In his review for The Hindu, Vivek M. V. wrote "Ibbani Tabidda Ileyali, based on a story written by Chandrajith on his blog long ago, feels like reading a book with a constant presence of voice-overs and characters narrating their feelings through poems." Sunayana Suresh of The South First rated the movie 3.5 out of 5 stars and "A heartwarming tale of love, care, and self-discovery that is a treat to the senses." and added the movie to be a tribute to Geethanjali by Mani Ratnam, where Girija Shettar starred as the lead. A Sharadhaa of Cinema Express in her review wrote "The tale has been explored in various forms across cinema, and the narrative around medical complications might seem familiar, but what sets the film apart is the way it reverberates with the quiet pain of unspoken emotions." Sridevi S from The Times of India rated the movie 3 out of 5 stars and wrote "While the story in itself is nothing new, it is the treatment to screenplay and story-telling that makes Ibbani an interesting watch.

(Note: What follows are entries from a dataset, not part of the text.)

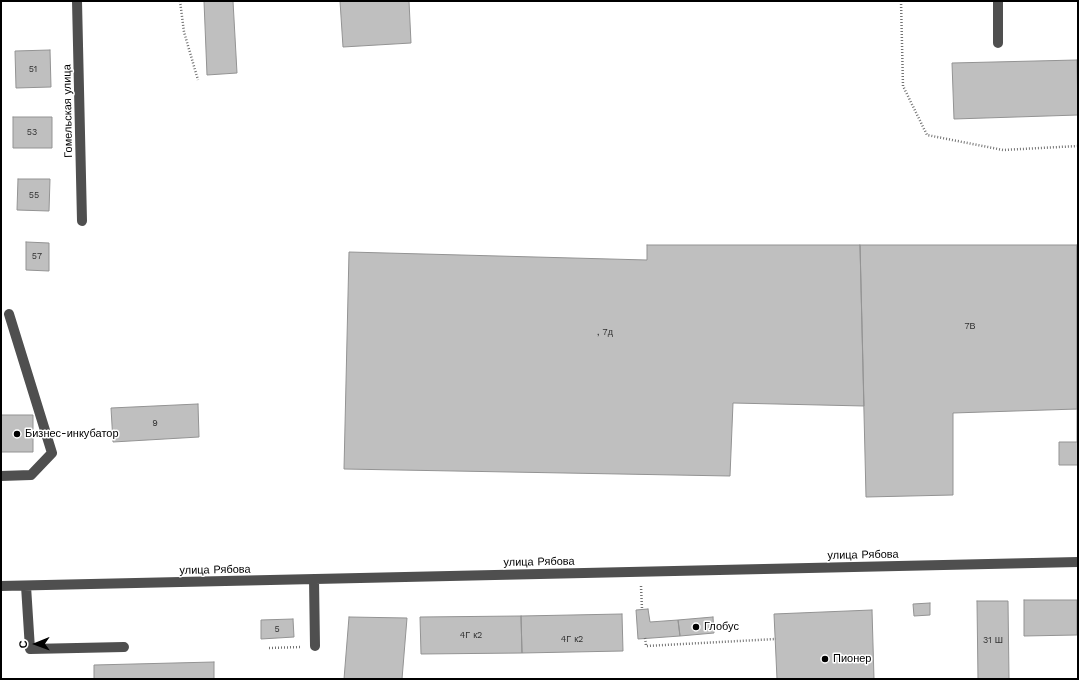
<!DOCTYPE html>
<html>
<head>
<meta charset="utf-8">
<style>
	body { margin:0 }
	#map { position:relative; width:1079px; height:680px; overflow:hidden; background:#fff; font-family:"Work Sans",sans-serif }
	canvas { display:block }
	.frame { position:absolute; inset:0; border:2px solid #000; pointer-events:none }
	.north { position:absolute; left:16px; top:624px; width:40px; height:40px; -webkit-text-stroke:3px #fff; paint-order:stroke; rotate:269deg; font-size:11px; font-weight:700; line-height:16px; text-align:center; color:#000 }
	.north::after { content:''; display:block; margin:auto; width:14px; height:18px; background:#000; clip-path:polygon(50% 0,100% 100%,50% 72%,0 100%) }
</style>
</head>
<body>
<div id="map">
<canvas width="1079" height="680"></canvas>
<div class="frame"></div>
<div class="north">С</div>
</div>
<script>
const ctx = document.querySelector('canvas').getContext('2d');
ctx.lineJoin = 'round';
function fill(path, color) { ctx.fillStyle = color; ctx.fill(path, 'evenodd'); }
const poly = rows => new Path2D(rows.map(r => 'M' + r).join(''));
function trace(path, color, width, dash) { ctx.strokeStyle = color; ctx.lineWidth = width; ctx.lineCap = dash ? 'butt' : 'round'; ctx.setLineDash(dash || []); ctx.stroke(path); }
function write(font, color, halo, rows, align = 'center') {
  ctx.font = font + ' "Work Sans",sans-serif'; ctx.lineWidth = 3; ctx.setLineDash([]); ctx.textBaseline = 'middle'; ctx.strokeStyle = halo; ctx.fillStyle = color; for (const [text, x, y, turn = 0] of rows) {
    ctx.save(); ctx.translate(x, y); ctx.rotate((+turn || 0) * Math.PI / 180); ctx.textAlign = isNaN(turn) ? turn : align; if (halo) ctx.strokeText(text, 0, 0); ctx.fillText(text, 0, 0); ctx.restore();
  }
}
const building = poly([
	[204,1,233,1,237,73,207,75,204,1],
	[340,1,409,1,411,43,343,47,340,1],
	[50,50,51,87,16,88,15,51,50,50],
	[1077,60,1078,115,954,119,952,63,1077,60],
	[13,117,52,117,52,148,13,148,13,117],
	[18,179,50,179,49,211,17,210,18,179],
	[26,242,49,243,49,271,26,270,26,242],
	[647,245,860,245,864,406,733,403,730,476,344,469,349,252,647,260,647,245],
	[860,245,1077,245,1077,409,953,413,953,495,866,497,860,245],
	[1077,245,1078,465,1059,465,1059,442,1077,442,1077,245],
	[198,404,199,437,113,442,111,408,198,404],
	[1,415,33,415,33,452,1,452,1,415],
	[1024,600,1077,600,1077,635,1024,636,1024,600],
	[977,601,1008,601,1009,679,978,679,977,601],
	[930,603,930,615,914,616,913,604,930,603],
	[648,609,650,622,678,620,680,636,638,639,636,610,648,609],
	[872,610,874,679,777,679,774,614,872,610],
	[622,614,623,651,522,653,521,616,622,614],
	[521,616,522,653,421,654,420,617,521,616],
	[349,617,407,618,402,679,344,679,349,617],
	[713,617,714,633,680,636,678,620,713,617],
	[293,619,294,637,261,639,261,620,293,619],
	[214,662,214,679,94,679,94,665,214,662]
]);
fill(building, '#bfbfbf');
trace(building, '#939393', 1);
trace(poly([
	[180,1,184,32,198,80],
	[901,1,903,86,927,135,1003,150,1078,146],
	[641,586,642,609],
	[645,638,646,646,776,639],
	[269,648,301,647]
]), '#717171', 2.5, [1, 2]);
trace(poly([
	[77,1,82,221],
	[998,1,998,43],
	[1,476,31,475,52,453,9,314],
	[314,579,315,646],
	[1,586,1078,562],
	[26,586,30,649,124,647]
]), '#4f4f4f', 10);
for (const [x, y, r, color] of [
	[17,434,4,"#000"],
	[696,627,4,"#000"],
	[825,659,4,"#000"]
]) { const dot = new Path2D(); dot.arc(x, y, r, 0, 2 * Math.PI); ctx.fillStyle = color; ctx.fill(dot); trace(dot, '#fff', 1.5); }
write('9px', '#303030', null, [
	["51",33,69],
	["53",32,132],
	["55",34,195],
	["57",37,256],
	["7В",970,326],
	[", 7д",605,332],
	["9",155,423],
	["5",277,629],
	["4Г к2",471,635],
	["4Г к2",572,639],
	["31 Ш",993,640]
]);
write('11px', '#000', '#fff', [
	["Гомельская улица",68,111,-91],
	["улица Рябова",863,555,-1],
	["улица Рябова",539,562,-1],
	["улица Рябова",215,570,-1]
]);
write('11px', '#000', '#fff', [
	["Бизнес-инкубатор",25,434],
	["Глобус",704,627],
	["Пионер",833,659]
], 'left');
</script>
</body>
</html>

It is a slow-burner love story enriched by strong performances and genuine moments of emotional resonance".

Film critic CinephileIndia in his YouTube review mentioned that this movie is something that needs to be enjoyed like a morning cup of filter coffee, one sip at a time, while lauding the simple story, human-like relatable characters, and astounding cinematography.

== Accolades ==
At the 13th South Indian International Movie Awards (SIIMA), the movie received nominations under seven categories including Best Music Director (Gagan Baderia), Best Lyric Writer (Chandrajith Belliappa), Best Playback Singer - Female (Srilakshmi Belmannu), Best Singer - Male (Kapil Kapilan), Best Debutant Actor - Female (Ankita Amar), Best Debutant Director (Chandrajith Belliappa), Best Cinematographer (Srivathsan Selvarajan).

Ankita Amar won the award for Best Debutant Actor - Female and Srivathsan Selvarajan won the award for the Best Cinematographer.